(Supplied records begins)

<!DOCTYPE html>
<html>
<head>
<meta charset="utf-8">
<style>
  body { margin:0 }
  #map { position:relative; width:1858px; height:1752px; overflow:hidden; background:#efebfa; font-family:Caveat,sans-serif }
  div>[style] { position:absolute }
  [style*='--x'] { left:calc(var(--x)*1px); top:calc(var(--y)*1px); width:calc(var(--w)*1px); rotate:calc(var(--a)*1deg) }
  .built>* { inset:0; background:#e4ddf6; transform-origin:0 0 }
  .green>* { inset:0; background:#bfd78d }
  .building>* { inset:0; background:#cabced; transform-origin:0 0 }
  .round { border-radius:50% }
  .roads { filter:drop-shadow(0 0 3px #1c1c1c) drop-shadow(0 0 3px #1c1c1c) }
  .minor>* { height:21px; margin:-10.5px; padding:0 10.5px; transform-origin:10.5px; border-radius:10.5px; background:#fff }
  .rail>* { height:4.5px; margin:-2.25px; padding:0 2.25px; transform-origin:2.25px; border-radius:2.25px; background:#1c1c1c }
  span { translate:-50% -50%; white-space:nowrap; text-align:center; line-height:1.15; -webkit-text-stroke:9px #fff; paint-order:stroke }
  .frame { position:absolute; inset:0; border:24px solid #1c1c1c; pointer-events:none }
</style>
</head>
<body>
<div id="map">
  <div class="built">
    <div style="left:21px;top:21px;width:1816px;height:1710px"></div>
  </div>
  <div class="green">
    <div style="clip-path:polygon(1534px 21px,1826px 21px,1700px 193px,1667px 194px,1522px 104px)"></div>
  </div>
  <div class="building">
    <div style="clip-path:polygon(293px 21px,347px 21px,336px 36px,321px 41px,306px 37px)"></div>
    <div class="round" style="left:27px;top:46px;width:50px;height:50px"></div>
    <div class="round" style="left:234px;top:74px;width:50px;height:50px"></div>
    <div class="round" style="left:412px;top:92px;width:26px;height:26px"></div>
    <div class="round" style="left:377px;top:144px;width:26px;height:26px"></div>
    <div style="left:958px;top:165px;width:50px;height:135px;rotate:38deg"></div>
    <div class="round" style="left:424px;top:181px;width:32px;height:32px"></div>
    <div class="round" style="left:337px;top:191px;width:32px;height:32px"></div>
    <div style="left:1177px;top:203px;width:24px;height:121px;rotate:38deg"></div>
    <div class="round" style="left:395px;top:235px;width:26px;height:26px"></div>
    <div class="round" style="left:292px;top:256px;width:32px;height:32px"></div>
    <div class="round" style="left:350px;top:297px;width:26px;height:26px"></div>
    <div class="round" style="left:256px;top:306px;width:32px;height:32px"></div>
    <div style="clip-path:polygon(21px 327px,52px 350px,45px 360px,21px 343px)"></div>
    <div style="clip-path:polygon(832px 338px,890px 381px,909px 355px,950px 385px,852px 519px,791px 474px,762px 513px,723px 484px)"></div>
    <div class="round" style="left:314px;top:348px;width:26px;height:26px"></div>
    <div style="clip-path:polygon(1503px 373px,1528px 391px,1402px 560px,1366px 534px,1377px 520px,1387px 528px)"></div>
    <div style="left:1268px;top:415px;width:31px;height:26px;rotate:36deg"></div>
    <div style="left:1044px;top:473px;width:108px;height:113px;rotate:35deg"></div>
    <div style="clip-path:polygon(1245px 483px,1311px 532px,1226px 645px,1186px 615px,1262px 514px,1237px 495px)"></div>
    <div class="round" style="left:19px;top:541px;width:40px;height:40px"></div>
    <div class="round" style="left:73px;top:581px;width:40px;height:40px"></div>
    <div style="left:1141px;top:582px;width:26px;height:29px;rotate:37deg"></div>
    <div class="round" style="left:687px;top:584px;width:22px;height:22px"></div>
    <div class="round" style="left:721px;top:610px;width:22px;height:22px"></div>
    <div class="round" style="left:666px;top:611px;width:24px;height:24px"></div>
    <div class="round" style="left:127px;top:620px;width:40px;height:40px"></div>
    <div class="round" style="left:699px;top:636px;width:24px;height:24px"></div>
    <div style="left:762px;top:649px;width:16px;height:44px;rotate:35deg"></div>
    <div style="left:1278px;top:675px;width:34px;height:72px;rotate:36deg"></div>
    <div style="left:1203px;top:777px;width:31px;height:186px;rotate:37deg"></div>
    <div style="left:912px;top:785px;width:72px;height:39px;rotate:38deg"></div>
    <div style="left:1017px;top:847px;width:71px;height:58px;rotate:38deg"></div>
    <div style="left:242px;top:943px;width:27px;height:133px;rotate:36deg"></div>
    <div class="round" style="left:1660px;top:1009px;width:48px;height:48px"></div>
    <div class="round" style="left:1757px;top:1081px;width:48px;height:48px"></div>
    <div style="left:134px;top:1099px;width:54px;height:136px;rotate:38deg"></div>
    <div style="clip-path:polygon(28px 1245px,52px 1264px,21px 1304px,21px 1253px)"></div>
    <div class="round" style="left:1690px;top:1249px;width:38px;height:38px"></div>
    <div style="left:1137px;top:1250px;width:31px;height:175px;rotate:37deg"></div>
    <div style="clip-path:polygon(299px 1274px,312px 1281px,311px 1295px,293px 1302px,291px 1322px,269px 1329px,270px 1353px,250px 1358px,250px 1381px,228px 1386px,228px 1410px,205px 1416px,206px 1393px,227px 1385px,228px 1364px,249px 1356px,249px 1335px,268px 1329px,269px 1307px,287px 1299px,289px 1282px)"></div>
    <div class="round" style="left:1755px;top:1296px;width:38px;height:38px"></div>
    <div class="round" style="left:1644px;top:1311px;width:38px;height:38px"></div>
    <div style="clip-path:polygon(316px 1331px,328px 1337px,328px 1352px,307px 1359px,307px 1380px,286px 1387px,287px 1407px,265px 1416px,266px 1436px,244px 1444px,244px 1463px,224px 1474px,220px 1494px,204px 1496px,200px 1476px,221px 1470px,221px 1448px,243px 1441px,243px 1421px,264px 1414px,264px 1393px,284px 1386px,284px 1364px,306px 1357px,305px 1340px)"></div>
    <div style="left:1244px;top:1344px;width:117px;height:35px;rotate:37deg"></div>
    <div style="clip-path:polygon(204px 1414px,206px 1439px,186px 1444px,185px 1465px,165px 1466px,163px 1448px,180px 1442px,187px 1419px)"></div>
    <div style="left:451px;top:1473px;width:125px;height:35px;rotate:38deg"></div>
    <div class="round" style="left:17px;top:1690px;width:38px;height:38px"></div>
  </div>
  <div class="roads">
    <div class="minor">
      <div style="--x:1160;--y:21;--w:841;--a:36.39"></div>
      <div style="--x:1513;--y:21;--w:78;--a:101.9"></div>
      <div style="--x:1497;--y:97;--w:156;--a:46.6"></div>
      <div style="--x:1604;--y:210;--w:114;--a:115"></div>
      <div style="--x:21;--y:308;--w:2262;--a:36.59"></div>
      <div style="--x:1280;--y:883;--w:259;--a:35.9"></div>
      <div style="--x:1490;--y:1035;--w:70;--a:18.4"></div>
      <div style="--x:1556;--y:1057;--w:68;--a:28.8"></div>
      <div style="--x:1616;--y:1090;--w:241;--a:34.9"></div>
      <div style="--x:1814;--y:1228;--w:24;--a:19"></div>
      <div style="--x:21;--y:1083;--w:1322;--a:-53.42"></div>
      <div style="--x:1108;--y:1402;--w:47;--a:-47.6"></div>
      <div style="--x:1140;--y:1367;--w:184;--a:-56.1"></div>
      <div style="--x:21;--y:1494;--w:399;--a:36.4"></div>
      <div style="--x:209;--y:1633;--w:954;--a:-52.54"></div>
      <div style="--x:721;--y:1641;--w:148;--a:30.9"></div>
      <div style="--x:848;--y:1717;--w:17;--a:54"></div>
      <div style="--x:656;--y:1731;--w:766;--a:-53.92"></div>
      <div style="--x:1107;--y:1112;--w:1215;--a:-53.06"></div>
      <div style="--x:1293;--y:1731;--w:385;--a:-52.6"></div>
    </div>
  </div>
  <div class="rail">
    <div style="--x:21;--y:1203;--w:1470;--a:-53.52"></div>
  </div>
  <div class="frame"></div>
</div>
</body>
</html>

(Supplied records ends)
(Supplied records begins)

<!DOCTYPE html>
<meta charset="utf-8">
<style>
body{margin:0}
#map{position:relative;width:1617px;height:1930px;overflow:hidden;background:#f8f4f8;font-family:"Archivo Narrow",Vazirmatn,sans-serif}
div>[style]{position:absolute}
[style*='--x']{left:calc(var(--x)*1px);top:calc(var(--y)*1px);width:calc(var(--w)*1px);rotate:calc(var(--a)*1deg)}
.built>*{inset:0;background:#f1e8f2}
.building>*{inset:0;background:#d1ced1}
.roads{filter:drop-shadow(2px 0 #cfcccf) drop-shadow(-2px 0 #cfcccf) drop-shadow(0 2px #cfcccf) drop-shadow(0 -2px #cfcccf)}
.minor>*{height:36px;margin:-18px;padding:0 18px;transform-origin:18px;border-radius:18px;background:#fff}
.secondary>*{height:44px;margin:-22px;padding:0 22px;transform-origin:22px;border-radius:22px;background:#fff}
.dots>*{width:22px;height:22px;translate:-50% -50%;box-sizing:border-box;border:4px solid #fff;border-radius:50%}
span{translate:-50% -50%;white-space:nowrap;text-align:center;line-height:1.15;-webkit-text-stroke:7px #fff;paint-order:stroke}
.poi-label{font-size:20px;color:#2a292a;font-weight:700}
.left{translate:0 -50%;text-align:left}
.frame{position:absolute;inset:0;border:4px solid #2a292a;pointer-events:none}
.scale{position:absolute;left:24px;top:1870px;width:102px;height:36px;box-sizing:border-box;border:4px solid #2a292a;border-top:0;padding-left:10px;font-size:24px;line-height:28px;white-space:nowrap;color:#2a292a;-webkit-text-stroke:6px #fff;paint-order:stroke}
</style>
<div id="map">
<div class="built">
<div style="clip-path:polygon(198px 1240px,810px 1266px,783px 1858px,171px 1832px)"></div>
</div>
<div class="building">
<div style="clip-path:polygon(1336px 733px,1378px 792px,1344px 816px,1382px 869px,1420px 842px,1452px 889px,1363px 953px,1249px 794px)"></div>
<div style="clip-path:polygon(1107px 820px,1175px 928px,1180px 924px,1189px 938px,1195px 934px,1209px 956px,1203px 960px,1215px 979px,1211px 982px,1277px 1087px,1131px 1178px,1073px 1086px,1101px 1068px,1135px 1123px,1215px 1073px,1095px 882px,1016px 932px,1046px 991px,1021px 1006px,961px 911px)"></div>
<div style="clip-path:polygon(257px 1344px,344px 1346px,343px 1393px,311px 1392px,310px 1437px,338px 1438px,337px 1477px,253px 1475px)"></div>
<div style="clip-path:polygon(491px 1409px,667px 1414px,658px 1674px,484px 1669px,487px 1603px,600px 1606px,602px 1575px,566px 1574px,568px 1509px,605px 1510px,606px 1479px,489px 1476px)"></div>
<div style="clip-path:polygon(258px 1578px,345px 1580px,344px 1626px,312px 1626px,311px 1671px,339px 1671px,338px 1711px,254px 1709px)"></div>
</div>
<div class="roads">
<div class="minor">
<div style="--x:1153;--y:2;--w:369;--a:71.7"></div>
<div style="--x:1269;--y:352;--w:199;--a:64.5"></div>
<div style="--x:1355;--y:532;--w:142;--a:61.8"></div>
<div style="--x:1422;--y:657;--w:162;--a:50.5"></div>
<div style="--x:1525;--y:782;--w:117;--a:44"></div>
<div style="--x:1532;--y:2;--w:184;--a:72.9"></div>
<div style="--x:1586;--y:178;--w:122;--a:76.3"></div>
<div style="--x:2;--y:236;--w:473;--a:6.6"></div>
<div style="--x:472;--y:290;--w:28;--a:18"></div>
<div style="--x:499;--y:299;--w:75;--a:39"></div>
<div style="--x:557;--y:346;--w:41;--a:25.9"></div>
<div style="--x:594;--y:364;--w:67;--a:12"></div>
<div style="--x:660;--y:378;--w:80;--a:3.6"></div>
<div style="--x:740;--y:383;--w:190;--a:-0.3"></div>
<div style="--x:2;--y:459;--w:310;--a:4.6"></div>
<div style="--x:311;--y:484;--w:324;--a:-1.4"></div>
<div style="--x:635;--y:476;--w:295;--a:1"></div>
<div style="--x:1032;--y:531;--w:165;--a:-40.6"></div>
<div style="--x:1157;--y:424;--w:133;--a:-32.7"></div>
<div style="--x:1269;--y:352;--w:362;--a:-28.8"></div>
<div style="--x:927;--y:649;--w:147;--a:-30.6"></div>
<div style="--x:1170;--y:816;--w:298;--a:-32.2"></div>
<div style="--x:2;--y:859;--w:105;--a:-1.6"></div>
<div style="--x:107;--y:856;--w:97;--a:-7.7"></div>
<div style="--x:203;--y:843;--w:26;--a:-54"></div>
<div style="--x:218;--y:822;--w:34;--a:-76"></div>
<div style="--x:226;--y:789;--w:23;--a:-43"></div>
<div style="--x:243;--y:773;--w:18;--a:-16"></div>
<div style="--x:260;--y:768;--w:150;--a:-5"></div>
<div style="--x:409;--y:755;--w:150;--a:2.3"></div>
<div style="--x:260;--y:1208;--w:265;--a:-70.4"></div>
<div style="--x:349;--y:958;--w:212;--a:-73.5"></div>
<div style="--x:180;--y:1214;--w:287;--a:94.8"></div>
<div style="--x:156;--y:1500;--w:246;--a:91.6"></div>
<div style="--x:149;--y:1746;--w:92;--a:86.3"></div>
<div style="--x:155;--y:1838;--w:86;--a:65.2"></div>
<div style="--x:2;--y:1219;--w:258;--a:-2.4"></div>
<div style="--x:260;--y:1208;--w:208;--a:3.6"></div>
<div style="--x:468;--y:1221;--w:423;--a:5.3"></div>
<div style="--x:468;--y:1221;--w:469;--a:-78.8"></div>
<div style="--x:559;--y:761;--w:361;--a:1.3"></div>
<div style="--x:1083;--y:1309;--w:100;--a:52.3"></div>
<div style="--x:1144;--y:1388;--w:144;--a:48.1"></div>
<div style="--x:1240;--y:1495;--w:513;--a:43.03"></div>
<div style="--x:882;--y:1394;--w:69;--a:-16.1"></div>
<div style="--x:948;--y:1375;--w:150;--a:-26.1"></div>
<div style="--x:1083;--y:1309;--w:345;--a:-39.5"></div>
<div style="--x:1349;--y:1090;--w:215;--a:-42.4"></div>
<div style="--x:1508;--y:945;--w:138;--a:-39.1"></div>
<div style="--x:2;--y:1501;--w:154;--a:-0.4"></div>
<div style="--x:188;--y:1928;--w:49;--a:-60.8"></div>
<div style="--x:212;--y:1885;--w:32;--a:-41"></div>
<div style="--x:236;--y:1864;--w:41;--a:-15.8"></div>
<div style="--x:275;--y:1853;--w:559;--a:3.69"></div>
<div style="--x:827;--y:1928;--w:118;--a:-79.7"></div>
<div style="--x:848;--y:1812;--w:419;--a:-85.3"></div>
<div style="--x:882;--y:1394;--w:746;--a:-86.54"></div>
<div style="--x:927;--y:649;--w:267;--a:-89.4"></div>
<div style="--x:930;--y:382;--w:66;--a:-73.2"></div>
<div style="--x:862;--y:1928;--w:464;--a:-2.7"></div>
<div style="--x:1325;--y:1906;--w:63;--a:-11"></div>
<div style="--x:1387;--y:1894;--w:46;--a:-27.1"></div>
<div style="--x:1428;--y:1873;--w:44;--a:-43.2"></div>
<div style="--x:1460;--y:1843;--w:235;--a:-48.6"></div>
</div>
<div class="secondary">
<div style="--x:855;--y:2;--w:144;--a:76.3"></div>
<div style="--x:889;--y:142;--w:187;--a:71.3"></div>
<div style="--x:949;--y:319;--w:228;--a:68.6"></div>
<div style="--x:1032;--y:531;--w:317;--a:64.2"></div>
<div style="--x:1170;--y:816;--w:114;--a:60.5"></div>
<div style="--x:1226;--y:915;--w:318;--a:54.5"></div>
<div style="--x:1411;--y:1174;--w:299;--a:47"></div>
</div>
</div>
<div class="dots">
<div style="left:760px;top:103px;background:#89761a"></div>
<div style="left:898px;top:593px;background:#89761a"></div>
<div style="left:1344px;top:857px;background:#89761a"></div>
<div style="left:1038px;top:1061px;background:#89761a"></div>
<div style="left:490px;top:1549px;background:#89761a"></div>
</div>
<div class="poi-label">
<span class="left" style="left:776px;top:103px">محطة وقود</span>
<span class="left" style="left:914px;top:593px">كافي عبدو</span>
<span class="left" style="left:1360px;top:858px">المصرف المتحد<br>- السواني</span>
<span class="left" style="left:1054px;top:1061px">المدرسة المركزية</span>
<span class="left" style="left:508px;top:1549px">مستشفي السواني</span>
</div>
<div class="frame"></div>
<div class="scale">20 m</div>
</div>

(Supplied records ends)

**Task details**:
Show every line of the records above that contains the word "body".

**Written response**:
  body { margin:0 }
<body>
</body>
body{margin:0}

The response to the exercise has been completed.